§ YOUR GOAL
If a line in the entries below includes the string "picture", copy it out.
(RECORDS FOR THE EXERCISE)
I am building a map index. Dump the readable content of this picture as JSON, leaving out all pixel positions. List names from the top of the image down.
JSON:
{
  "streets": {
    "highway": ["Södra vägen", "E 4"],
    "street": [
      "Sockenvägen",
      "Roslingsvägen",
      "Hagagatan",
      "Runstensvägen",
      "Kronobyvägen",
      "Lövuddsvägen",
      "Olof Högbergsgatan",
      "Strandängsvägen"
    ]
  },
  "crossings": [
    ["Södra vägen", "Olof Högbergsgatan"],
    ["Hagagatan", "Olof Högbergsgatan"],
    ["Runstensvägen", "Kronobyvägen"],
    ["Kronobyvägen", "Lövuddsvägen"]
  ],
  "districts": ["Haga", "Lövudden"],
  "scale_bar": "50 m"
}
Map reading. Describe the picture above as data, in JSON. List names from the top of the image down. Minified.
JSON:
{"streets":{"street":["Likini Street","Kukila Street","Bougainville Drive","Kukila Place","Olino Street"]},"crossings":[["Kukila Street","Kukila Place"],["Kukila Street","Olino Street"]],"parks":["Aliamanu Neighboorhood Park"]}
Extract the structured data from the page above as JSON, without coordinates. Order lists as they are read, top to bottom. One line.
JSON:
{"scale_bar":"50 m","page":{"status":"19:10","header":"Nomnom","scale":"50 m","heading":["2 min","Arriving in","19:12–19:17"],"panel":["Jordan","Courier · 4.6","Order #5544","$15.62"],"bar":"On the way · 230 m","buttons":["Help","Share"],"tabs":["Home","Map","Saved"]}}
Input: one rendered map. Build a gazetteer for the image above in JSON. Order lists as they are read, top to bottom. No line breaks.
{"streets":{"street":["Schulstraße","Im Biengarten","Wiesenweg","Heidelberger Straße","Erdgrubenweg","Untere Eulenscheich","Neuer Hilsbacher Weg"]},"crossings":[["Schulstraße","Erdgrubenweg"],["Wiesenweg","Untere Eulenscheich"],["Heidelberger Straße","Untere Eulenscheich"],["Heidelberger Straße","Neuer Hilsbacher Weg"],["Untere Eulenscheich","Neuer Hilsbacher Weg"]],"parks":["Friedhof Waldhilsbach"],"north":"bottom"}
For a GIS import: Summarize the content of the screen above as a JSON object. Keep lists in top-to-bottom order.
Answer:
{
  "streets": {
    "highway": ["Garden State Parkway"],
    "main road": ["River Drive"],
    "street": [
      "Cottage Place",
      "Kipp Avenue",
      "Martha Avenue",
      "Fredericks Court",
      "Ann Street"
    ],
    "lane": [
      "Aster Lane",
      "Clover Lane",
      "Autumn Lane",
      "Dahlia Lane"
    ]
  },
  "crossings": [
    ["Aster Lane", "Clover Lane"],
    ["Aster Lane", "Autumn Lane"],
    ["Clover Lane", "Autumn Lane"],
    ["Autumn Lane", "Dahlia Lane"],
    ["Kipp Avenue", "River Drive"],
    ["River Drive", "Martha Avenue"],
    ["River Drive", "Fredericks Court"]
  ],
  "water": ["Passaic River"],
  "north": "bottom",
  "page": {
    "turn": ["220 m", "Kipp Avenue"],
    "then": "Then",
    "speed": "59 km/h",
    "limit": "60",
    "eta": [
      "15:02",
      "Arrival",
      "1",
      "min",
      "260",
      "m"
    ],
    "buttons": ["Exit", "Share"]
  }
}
(End RECORDS FOR THE EXERCISE)
§ TASK OUTPUT
I am building a map index. Dump the readable content of this picture as JSON, leaving out all pixel positions. List names from the top of the image down.
Map reading. Describe the picture above as data, in JSON. List names from the top of the image down. Minified.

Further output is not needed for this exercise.